(Task instructions): Count how many lines of the material hold "lists". Respond with that number alone.

(Given material):

*** Block opens ***

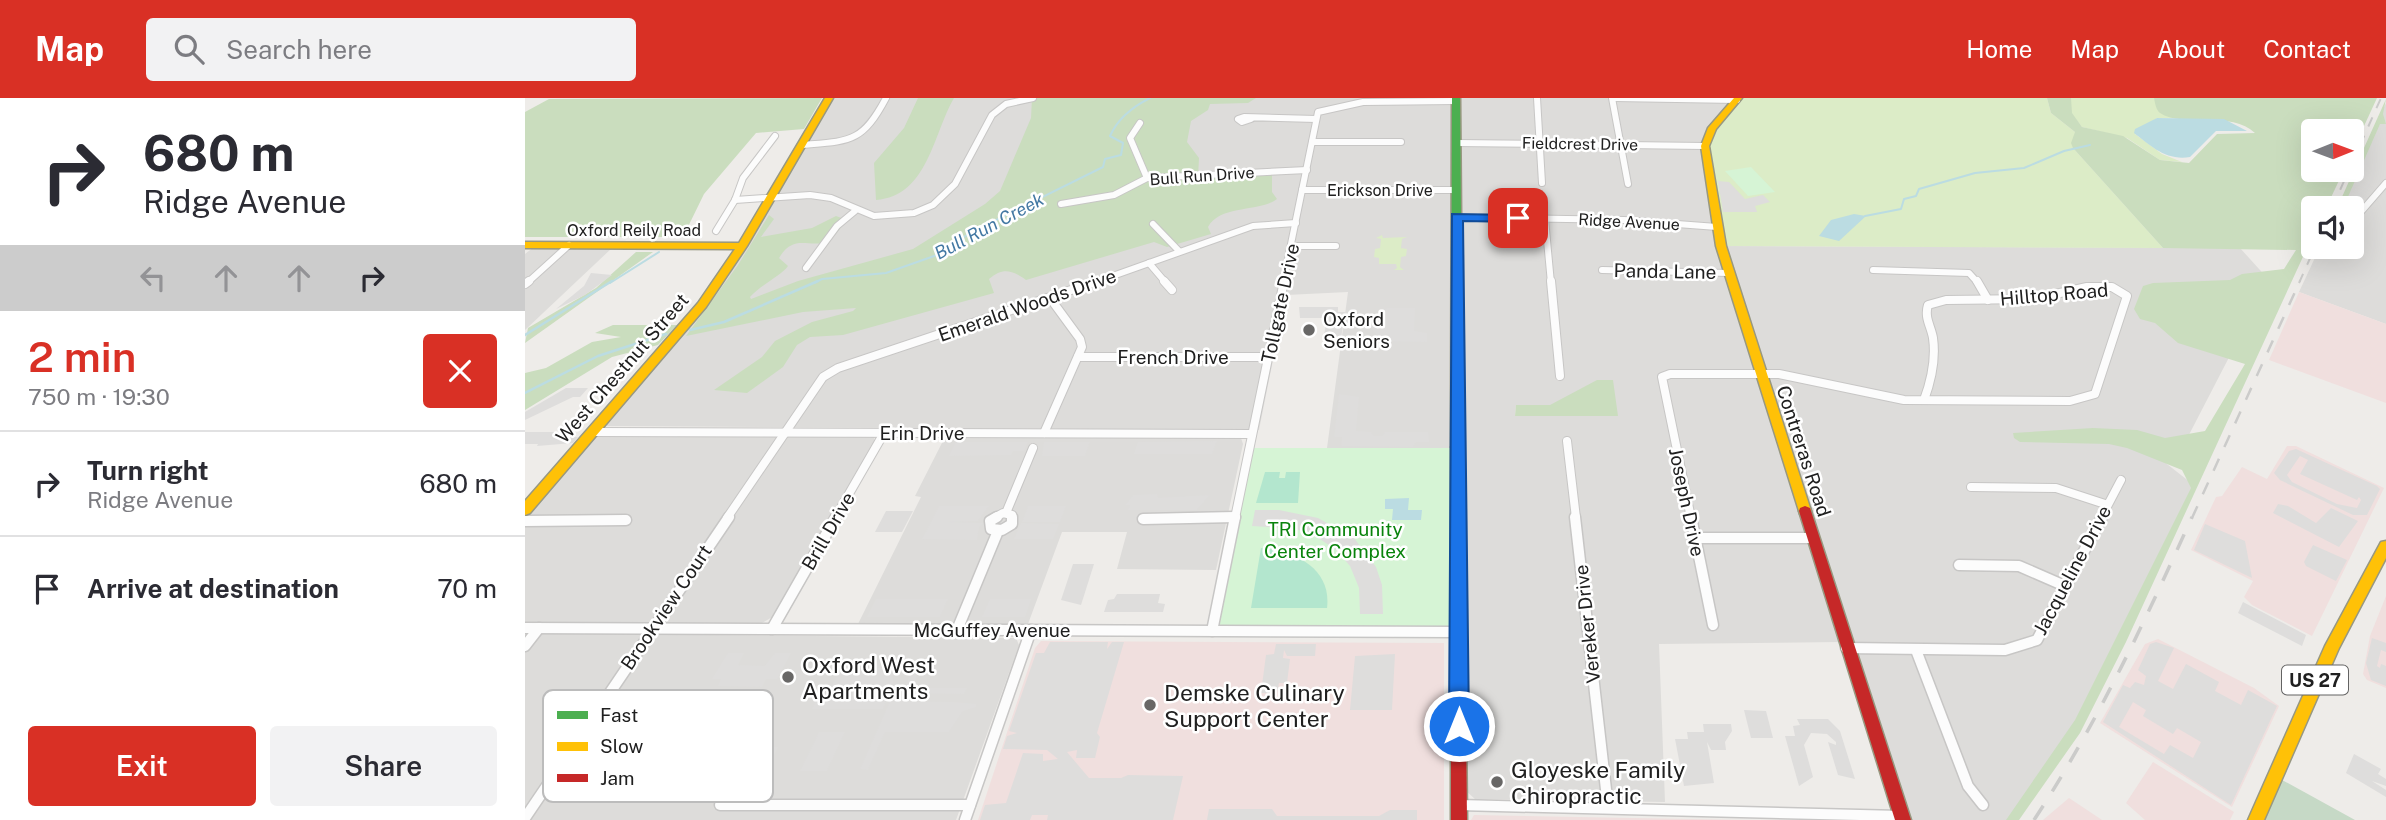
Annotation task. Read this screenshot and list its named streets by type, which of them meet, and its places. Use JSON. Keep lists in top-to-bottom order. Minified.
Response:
{"streets":{"main road":["Oxford Reily Road","West Chestnut Street","Contreras Road","US 27"],"street":["Fieldcrest Drive","Bull Run Drive","Erickson Drive","Ridge Avenue","Panda Lane","Hilltop Road","Tollgate Drive","Emerald Woods Drive","French Drive","Erin Drive","Joseph Drive","Brill Drive","Jacqueline Drive","Brookview Court","Vereker Drive","McGuffey Avenue"]},"crossings":[["Fieldcrest Drive","Contreras Road"],["Bull Run Drive","Tollgate Drive"],["Erickson Drive","Tollgate Drive"],["Ridge Avenue","Contreras Road"],["Oxford Reily Road","West Chestnut Street"],["Panda Lane","Contreras Road"],["Hilltop Road","Contreras Road"],["Hilltop Road","Joseph Drive"],["Tollgate Drive","Emerald Woods Drive"],["Tollgate Drive","French Drive"],["Tollgate Drive","Erin Drive"],["Tollgate Drive","McGuffey Avenue"],["Emerald Woods Drive","Erin Drive"],["Emerald Woods Drive","Brookview Court"],["West Chestnut Street","Erin Drive"],["Erin Drive","Brill Drive"],["Erin Drive","Brookview Court"],["Contreras Road","Jacqueline Drive"],["Brill Drive","McGuffey Avenue"],["Brookview Court","McGuffey Avenue"]],"water":["Bull Run Creek"],"parks":["TRI Community Center Complex"],"places":["Oxford Seniors","Oxford West Apartments","Demske Culinary Support Center","Gloyeske Family Chiropractic"],"legend":["Fast","Slow","Jam"],"north":"right","page":{"header":"Map","search":"Search here","nav":["Home","Map","About","Contact"],"turn":["680 m","Ridge Avenue"],"heading":["2 min","750 m · 19:30"],"list":[{"name":"Turn right","note":"Ridge Avenue","value":"680 m"},{"name":"Arrive at destination","value":"70 m"}],"buttons":["Exit","Share"]}}
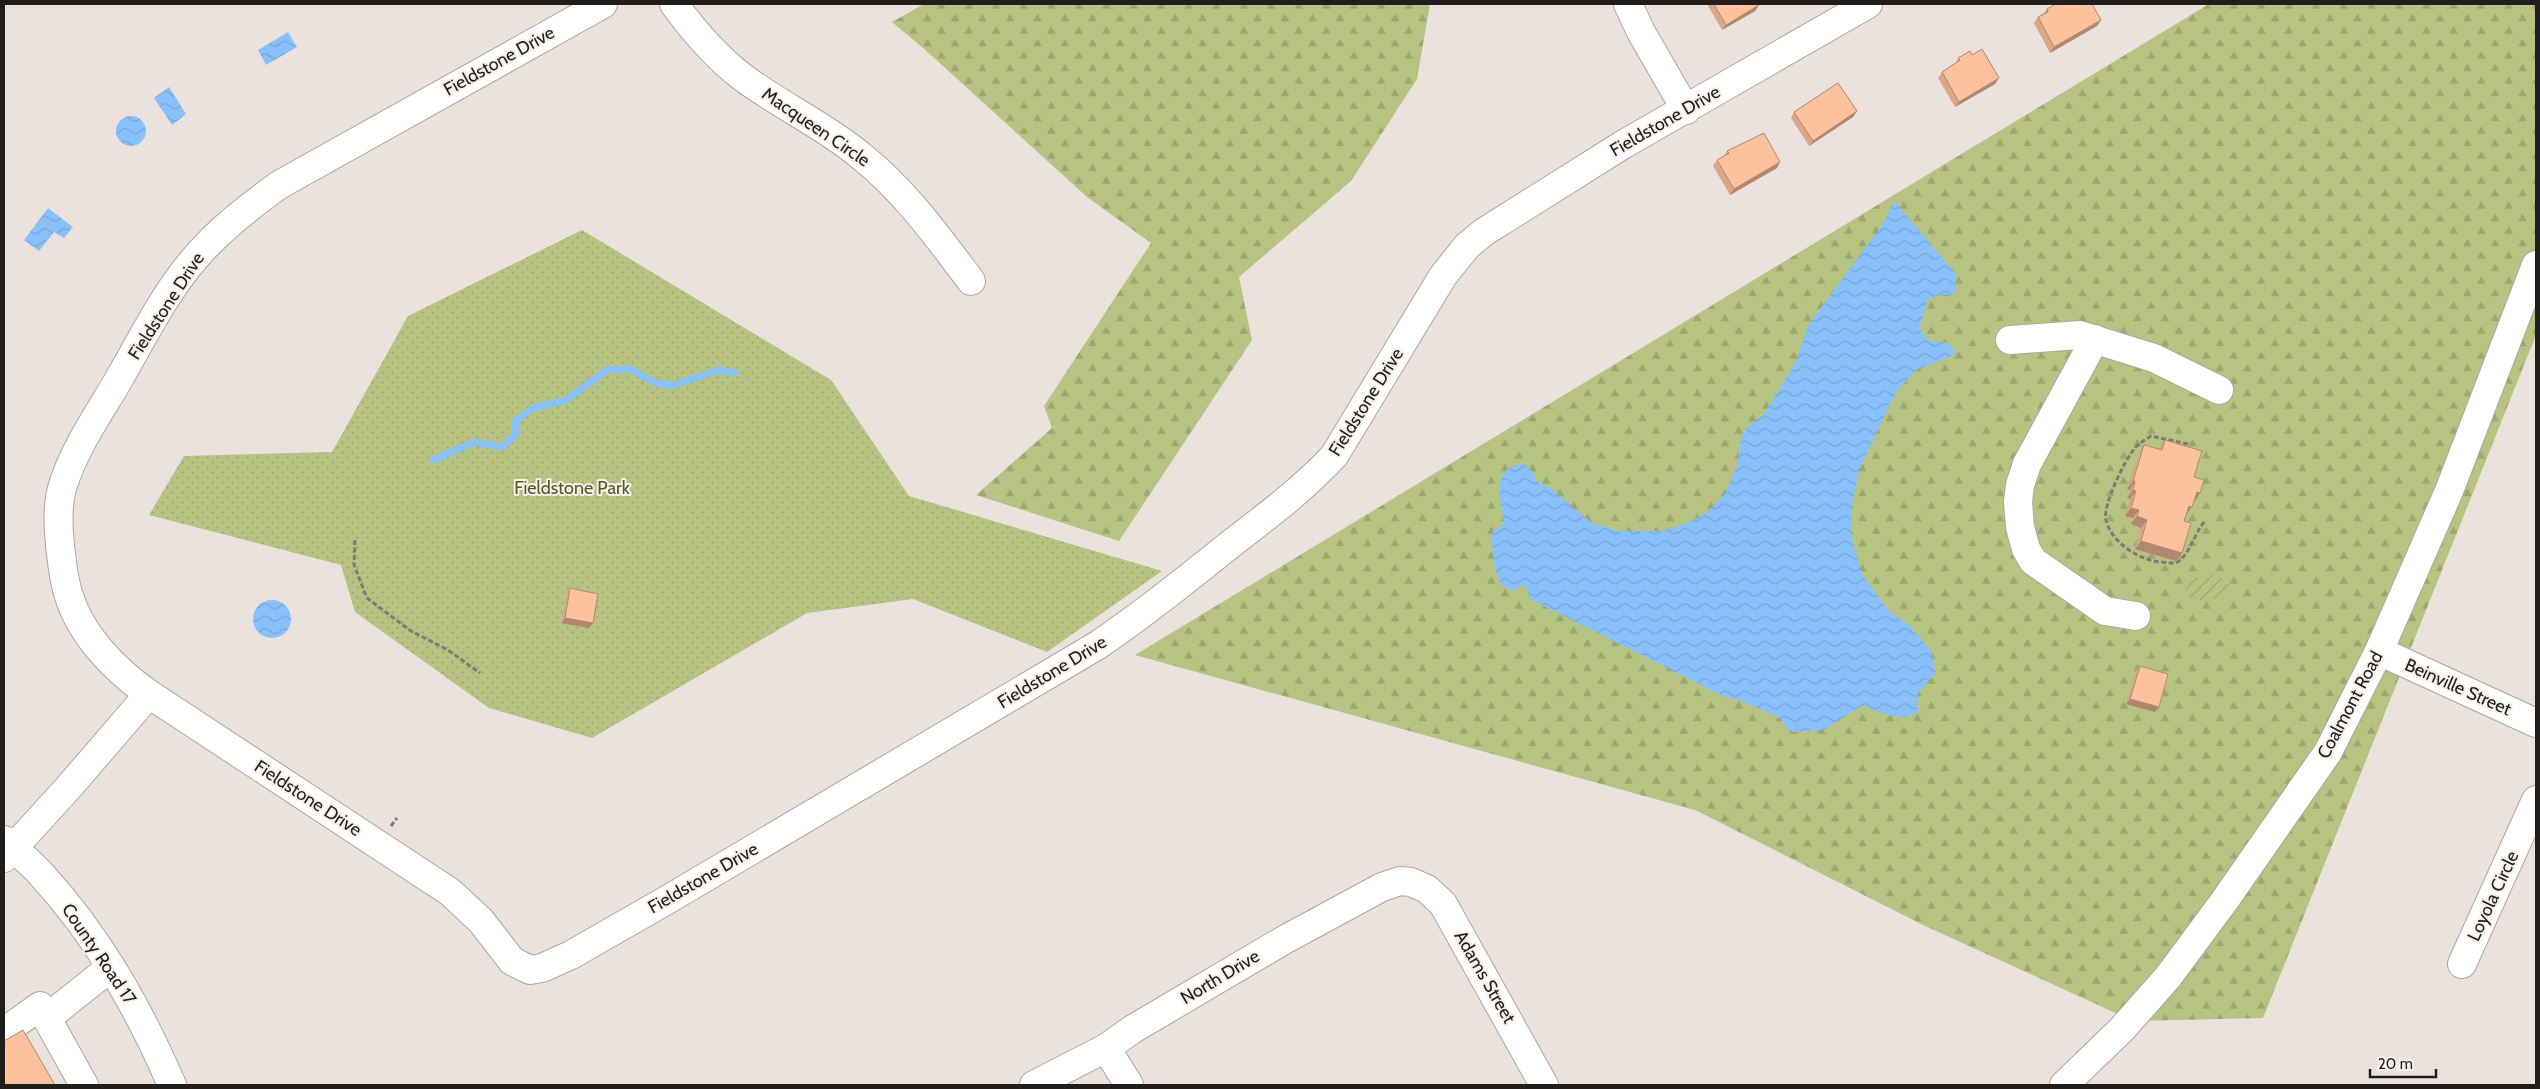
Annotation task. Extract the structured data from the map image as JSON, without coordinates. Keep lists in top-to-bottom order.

*** Block closes ***

(Task output): 2